Growing up, my first "favorite director" was M. Night Shyamalan. Signs was one of the first "grown up" movies I saw in a theater, and it blew my mind. I loved his other earlier films, too. But his career trajectory has always made me a little uncomfortable. He started out as the One with original ideas in supernatural movies, but eventually became entrenched in baffling passion projects. Now he has completed his transformation from a creative genius to an unremarkable used-to-be.
After Earth is just that--unremarkable. I guess to me that is the biggest disappointment. It has some of the hallmarks of a Shyamalan movie, but they are thrown at us like globs of paint. Gone is the thematic finesse we used to expect. It all wraps up in a neat little formulaic package.

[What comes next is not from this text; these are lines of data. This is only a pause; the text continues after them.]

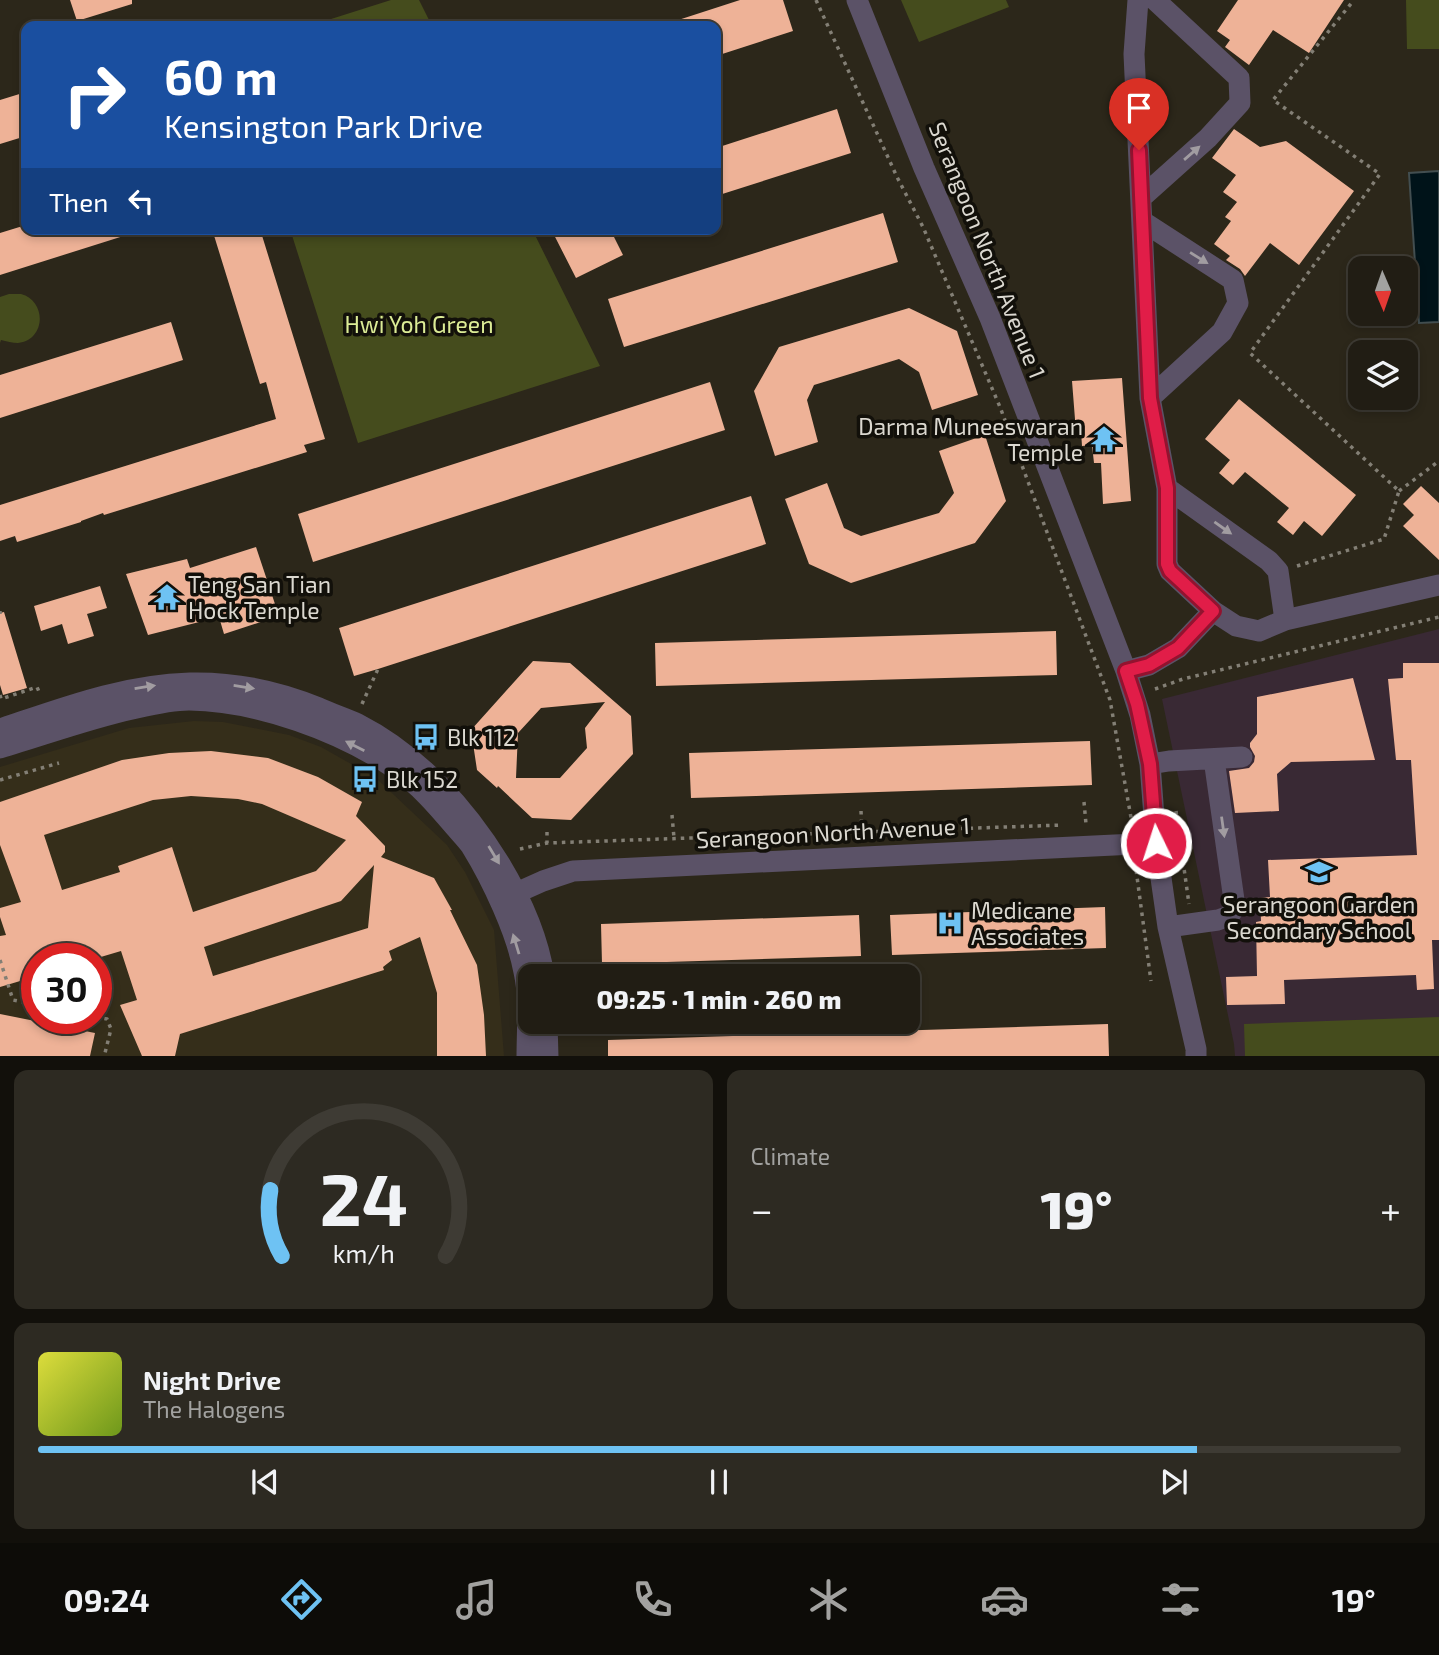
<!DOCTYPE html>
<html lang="en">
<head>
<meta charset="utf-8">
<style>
  body { margin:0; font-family:"Exo 2",sans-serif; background:#2d2a22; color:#f1f3f6; height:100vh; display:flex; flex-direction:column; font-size:26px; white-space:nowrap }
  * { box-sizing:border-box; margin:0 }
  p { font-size:23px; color:#a2a2a0 }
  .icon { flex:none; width:38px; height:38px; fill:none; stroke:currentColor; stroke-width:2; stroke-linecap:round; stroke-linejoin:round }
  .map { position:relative; height:1056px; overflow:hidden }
  .sheet { display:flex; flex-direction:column; gap:14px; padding:14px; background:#12100b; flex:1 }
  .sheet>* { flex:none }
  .guide { position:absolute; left:21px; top:21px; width:700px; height:214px; border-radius:14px; box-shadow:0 4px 10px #0003,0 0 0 2px #3e3b34; background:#1a4fa0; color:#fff; overflow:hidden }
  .needle { width:46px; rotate:178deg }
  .tools { position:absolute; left:1348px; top:256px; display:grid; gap:14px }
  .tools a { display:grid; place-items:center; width:70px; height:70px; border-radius:14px; background:#211d14; box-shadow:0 4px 10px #0003,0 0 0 2px #3e3b34; font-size:35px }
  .speed { position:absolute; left:21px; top:943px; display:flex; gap:14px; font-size:35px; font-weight:700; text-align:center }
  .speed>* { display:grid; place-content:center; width:91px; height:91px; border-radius:50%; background:#211d14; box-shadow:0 4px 10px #0003,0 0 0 2px #3e3b34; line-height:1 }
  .speed .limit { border:10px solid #d22; background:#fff; color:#111 }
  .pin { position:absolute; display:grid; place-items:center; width:60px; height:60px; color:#fff; margin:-72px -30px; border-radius:50% 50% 50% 0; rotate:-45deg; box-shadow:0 0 7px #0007 }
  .pin .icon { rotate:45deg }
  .me { position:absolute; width:77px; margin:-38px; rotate:356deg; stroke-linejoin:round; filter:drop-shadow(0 0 5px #0008) }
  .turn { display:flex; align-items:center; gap:24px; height:147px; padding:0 28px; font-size:32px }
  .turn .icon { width:91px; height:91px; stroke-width:2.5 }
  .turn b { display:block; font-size:49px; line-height:60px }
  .then { display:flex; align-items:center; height:66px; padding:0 28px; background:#0003; gap:14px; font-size:26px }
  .big { font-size:52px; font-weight:800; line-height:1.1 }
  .sheet .widget { flex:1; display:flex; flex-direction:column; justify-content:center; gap:10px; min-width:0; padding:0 24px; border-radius:14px; background:#2d2a22 }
  .sheet .dial { align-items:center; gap:0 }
  .dial svg { height:182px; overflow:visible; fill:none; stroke:#3e3b34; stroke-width:7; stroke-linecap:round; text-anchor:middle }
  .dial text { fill:#f1f3f6; stroke:none }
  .song { display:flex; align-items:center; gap:21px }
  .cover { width:84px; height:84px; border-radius:10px; background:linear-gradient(135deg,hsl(60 70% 55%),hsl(80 70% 35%)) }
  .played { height:7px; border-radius:4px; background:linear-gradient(90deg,#6ec2f3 85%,#3e3b34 85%) }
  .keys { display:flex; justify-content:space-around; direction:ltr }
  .heat { display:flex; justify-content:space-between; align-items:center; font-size:38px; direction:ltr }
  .sheet .tiles { flex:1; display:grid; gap:14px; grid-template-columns:1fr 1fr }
  .widget:last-child { grid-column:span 2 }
  .trip { position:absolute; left:518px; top:964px; width:402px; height:70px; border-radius:14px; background:#211d14; box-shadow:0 4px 10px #0003,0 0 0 2px #3e3b34; font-weight:800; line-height:70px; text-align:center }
  .dock { display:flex; height:112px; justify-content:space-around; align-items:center; background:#0d0c08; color:#a2a2a0 }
  .dock .icon { width:49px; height:49px }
  .dock .active { color:#6ec2f3 }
  .dock b { font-size:32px; color:#f1f3f6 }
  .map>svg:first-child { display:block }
  .built { fill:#352e1a; fill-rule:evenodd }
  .education { fill:#392934 }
  .green { fill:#454c1d }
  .water { fill:#001319; stroke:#424e50; stroke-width:2 }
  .building { fill:#eeb297; fill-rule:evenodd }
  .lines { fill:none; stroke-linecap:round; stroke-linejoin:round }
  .path { stroke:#837f75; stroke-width:3.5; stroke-dasharray:3.5 5; stroke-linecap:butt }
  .minor { stroke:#5b5267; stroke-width:21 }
  .oneway { fill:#a19ca1 }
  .route-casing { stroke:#92132f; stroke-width:18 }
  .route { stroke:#e11d48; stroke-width:12 }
  .labels { text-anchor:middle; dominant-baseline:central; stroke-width:7; stroke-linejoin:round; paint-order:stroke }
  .street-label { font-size:23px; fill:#dbd8d0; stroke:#12100a }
  .park-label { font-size:23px; fill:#dcec96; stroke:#12100a }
  .poi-label { font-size:23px; fill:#dbd8d0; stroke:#12100a; text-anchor:start }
</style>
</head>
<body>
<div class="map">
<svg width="1439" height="1057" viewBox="0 0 1439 1057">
  <rect width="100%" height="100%" fill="#2c271a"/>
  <path class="built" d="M194,721l29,1 66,13 32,12 55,31 71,67 18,27 29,58 10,126 -504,1v-290l129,-39zM37,959h59v59h-59z"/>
  <path class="education" d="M1439,629v427h-204l-1,-12 -72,-345z"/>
  <path class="green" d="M391,0h28l13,26h-123z
    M901,0h105l3,7 -90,35z
    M1406,0h33v49h-32z
    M290,229h242l68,137 -242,77z
    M9,294c4,0 8,0 12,0 26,7 25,46 -3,49 -5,0 -12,-2 -17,-3l-1,3v-46z
    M1439,1017v39h-194l-1,-32z"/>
  <path class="water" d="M1439,171v151l-20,1 -10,-150z"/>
  <path class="building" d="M70,0h62v4l-55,17z
    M740,0h43l10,31 -77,25v-30h-47v-3z
    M1238,0h106l-35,53 -36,-23 -24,35 -24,-18 5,-7 -13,-9z
    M26,92v44l-26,8v-44z
    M837,109l14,44 -135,43v-48z
    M1234,129l26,18 26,-6 68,50 -55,74 -29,-22 -25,33 -5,-7 -14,-9 4,-4 -16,-12 17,-23 -6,-4 12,-15 -14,-10 13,-17 -24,-17z
    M883,213l15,49 -274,85 -16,-48z
    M26,225v4h107v4l-133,42v-42z
    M212,229h48l65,210 -21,6 3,7 -203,63 -1,-2 -22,8v1l-64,20 -2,-6 -15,5v-36l276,-86 -10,-37 -6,2z
    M551,229h59l13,26 -47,23z
    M909,308l48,23 21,64 -46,15 -13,-38 -20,-13 -85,26 -7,15 11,42 -43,14 -21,-65 25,-44z
    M171,322l12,38 -183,58v-43z
    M1122,378l9,123 -28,3 -2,-41h-7l-2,-18 -10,1 -1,-15 -5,1 -4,-51z
    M710,382l15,48 -412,132 -15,-48z
    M1239,399l117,96 -34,41 -18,-15 -11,14 -16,-13 12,-14 -44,-36 -12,13 -14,-12 11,-13 -25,-21z
    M985,435l21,66 -31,42 -124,40 -42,-19 -24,-65 42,-16 17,45 17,8 78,-23 15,-20 -15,-42z
    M1421,486l18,17v57l-36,-34 11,-11 -11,-11z
    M751,496l15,48 -388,125 -24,7 -15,-48z
    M256,547l23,69 -55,18 -5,-17 -71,18 -22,-61 61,-15 3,9z
    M100,586l7,22 -20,6 7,22 -26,8 -6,-20 -21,7 -7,-25z
    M4,612l23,76 -24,7 -3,-10v-72z
    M1056,631l1,44 -401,11 -1,-43z
    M533,661l37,2 61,53 2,38 -62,66 -39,-2 -34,-32 -1,2 -20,-18 -6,-40zM605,702l-20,26 2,20 -27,30h-44l2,-45 23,-25z
    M1403,663h36v277h-7l2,49 -17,1 -1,-15 -132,5 1,24 -58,1 -1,-28 31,-1 -1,-54 5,-1 -1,-23 10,-1 -2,-37 149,-5 -6,-95h-15l-8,-81 15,-1z
    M1353,678l22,82 -84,2 -14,12 2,37 -44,2 -6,-42 20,-3 5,-6 1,-6 -5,-9v-4l7,-9v-37z
    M1090,741l2,44 -401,13 -2,-45z
    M211,751l57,7 50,19 44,25 -6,14 29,30v6l-4,5 53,21 18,32h-2l27,55 7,50 2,41h-49v-63l-17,-56 -31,14 3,9 -9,7 1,3 -204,64 -5,22h-33l-22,-51 17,-5 -16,-49 -27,8h-57v17l-37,11v-51l6,-1 -6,-18v-9l21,-6 -21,-57v-43l122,-42 47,-7zM191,796l47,3 24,5 84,36 -30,31 -123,41 -21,-65 -54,19 2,6 -58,18 -18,-55 109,-35zM374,865l-6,63 -155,48 -9,-29 137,-46z
    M1105,907l1,41 -214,7 -2,-40z
    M859,915l2,41 -259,8 -1,-40z
    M0,1014l95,19 -5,23h-90z
    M1108,1024l1,32h-501v-16z"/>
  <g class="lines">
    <path class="path" d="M816,0l81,177 26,50 77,180 110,293 22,123
      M1399,491l40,-30
      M1297,566l87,-27 15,-48 -149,-138 130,-179 -107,-74 81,-100
      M0,611v3
      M1155,689l28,-10 256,-62
      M0,695l1,4 36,-12 3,7
      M362,704l16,-35
      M0,780l59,-17
      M1084,802l2,22
      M861,811l1,21
      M1176,811l13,93
      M672,815l2,23
      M547,832v11
      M520,849l27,-6 516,-18
      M1135,862l16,119
      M0,960l13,40 24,5
      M96,1017l11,2 4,10 -7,28"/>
    <path class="minor" d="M857,0l67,168 66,150 136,353 14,44 10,49 6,79 12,84 28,122v8
      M1138,0l-4,54 16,344 17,90v76l3,7 43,40 23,15 23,5 26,-11 -7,-49 -9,-10 -102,-73
      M1141,198l67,-60 32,-35 -1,-25 -84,-78
      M1142,221l91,59 5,23 -16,29 -72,66
      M1285,620l154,-35
      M1126,671l23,-6 29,-17 35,-37
      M0,729c63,-21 122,-44 190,-46 44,-1 88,8 129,25 13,6 26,10 39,16 59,30 108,84 142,140 21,35 38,72 44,112
      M0,748c44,-13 87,-29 132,-39 18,-4 38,-9 57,-9 69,1 152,31 208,70 22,15 40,36 57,56 5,6 12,13 17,20 21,34 46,87 53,126 6,27 3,57 3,85
      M1150,764l19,-3 73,-4
      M505,898l38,-17 30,-10 583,-28
      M1168,927l50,-7 11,-4 6,-9 -21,-148
      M547,1022l1,35"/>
  </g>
  <defs><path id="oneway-solid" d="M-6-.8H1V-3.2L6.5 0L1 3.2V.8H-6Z" transform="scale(1.75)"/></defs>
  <g class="oneway">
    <use href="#oneway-solid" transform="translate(1192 153) rotate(-41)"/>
    <use href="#oneway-solid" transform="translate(1199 258) rotate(32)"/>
    <use href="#oneway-solid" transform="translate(1223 528) rotate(35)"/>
    <use href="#oneway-solid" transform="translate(145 687) rotate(-9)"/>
    <use href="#oneway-solid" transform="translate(244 687) rotate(9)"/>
    <use href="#oneway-solid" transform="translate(355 746) rotate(-153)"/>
    <use href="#oneway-solid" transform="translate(1223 827) rotate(82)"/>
    <use href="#oneway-solid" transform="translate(494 855) rotate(59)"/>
    <use href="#oneway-solid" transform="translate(516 944) rotate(-107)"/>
  </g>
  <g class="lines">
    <defs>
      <path id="route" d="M1139,150l11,248 17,90v76l3,7 43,40 -35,37 -29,17 -23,6 11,33 13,60 6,79"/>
    </defs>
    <use href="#route" class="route-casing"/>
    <use href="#route" class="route"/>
  </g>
  <defs>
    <symbol id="temple-bare" viewBox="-9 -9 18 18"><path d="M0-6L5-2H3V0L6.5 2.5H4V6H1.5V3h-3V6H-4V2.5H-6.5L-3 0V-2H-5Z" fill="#6ec2f3" stroke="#12100a" stroke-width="2.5" paint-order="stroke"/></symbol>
    <symbol id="bus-bare" viewBox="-9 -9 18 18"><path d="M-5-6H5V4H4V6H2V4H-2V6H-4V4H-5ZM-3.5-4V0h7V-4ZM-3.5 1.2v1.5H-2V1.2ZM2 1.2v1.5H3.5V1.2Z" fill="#6ec2f3" stroke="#12100a" stroke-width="2.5" paint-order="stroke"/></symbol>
    <symbol id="school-bare" viewBox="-9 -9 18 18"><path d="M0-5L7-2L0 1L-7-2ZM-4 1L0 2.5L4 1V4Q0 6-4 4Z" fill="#6ec2f3" stroke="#12100a" stroke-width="2.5" paint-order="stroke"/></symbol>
    <symbol id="hospital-bare" viewBox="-9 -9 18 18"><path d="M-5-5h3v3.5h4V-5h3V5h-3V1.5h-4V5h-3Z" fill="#6ec2f3" stroke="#12100a" stroke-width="2.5" paint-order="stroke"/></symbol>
  </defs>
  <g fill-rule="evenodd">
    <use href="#temple-bare" x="1085" y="420" width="38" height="38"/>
    <use href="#temple-bare" x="148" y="578" width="38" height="38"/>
    <use href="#bus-bare" x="407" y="718" width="38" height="38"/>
    <use href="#bus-bare" x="346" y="760" width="38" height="38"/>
    <use href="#school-bare" x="1300" y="853" width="38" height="38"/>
    <use href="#hospital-bare" x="931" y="904" width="38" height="38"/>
  </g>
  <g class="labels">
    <g class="street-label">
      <text transform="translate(988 250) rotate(68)">Serangoon North Avenue 1</text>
      <text transform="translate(833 832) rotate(-3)">Serangoon North Avenue 1</text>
    </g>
    <g class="park-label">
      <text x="419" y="324">Hwi Yoh Green</text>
    </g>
    <g class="poi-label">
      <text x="1083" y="426" text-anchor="end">Darma Muneeswaran<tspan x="1083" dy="26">Temple</tspan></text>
      <text x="188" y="584">Teng San Tian<tspan x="188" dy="26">Hock Temple</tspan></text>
      <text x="447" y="737">Blk 112</text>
      <text x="386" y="779">Blk 152</text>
      <text x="1319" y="904" text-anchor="middle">Serangoon Garden<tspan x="1319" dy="26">Secondary School</tspan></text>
      <text x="971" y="910">Medicane<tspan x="971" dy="26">Associates</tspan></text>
    </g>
  </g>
</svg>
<div class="tools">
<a><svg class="needle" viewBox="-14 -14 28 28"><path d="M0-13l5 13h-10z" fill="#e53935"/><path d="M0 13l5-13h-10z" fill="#a2a2a0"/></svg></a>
<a><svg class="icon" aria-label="layers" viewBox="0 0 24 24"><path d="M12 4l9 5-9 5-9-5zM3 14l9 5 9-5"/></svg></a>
</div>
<div class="speed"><div class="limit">30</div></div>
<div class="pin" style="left:1139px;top:150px;background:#d93025"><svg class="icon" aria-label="arrive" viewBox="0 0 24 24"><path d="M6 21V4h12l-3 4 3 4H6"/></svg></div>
<svg class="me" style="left:1156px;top:843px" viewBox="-20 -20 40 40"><circle r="17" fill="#e11d48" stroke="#fff" stroke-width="3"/><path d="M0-11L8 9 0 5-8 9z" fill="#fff"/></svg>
<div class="trip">09:25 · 1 min · 260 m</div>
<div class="guide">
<div class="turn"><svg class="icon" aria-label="right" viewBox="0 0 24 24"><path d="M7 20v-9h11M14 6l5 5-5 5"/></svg><div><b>60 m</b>Kensington Park Drive</div></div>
<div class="then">Then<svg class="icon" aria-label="left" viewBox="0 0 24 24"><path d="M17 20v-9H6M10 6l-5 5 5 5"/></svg></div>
</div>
</div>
<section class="sheet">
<div class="tiles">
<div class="widget dial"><svg viewBox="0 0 100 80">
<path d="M14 69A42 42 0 1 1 86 69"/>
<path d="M14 69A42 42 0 0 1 9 40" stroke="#6ec2f3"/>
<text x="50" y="56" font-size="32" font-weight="700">24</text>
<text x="50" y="72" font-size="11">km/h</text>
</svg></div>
<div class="widget"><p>Climate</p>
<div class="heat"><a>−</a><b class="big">19°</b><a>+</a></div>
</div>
<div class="widget">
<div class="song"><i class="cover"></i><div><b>Night Drive</b><p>The Halogens</p></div></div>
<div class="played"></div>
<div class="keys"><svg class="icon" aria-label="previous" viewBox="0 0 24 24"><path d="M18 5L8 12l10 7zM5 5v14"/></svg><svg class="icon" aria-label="pause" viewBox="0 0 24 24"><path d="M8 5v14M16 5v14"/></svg><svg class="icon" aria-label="next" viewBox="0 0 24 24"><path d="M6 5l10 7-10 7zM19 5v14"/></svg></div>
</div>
</div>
</section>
<nav class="dock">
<b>09:24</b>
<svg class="icon active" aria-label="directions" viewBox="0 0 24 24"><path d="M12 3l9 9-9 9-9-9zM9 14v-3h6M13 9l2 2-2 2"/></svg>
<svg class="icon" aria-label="music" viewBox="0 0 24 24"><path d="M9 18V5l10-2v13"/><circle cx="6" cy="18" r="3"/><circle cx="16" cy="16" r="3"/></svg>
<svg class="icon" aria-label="phone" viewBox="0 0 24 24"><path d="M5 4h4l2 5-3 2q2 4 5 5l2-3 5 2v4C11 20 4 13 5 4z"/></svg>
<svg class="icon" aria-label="climate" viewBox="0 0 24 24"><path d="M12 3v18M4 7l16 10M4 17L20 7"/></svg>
<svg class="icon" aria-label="car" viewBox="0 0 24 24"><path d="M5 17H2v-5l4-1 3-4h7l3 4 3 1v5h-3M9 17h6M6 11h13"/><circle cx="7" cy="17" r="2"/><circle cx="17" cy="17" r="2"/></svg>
<svg class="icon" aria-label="filters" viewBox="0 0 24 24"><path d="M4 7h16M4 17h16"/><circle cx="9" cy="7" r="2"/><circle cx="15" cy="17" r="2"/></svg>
<b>19°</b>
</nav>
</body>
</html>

The movie is about Kitai and his father Cypher (played by father-and-son Will and Jaden Smith). Cypher is a leader in post-Earth civilization, and brings Kitai along on a trip in order to do some bonding. But the two are stranded after their space ship crashes and Kitai must save them both.
It is the classic story of a kid trying to prove himself to the world, and especially to his successful father. And it doesn't get any deeper than that. He has appropriately-escalating adventures as he seeks to save himself and his father, while trying to master his own fear. The movie tries to insert this thing about fear, about how it is a choice and all. This is the ham-fisted attempt at thematic complexity, and it doesn't come off well. On the surface it sounds like a perfect Shyamalan theme, but it ends up only being moving to fans of the Hallmark Channel.
The movie sticks to established formulas carefully. This is another disappointing thing from a filmmaker whose previous work (even some of the bad stuff) was about at least trying to avoid a formula. It feels like any movie, and notwithstanding its far-future setting doesn't distinguish itself. There is also the weird kind-of accent they speak and the unexplained use of bladed weapons instead of guns that bothered me. But those are just little things.
Overall, I don't think you should go out of your way to see After Earth. Nobody does anything special, and it completes M. Night Shyamalan's journey from visionary to unremarkable in a sad way. Tell me what you think about it, though, especially if we are on different pages.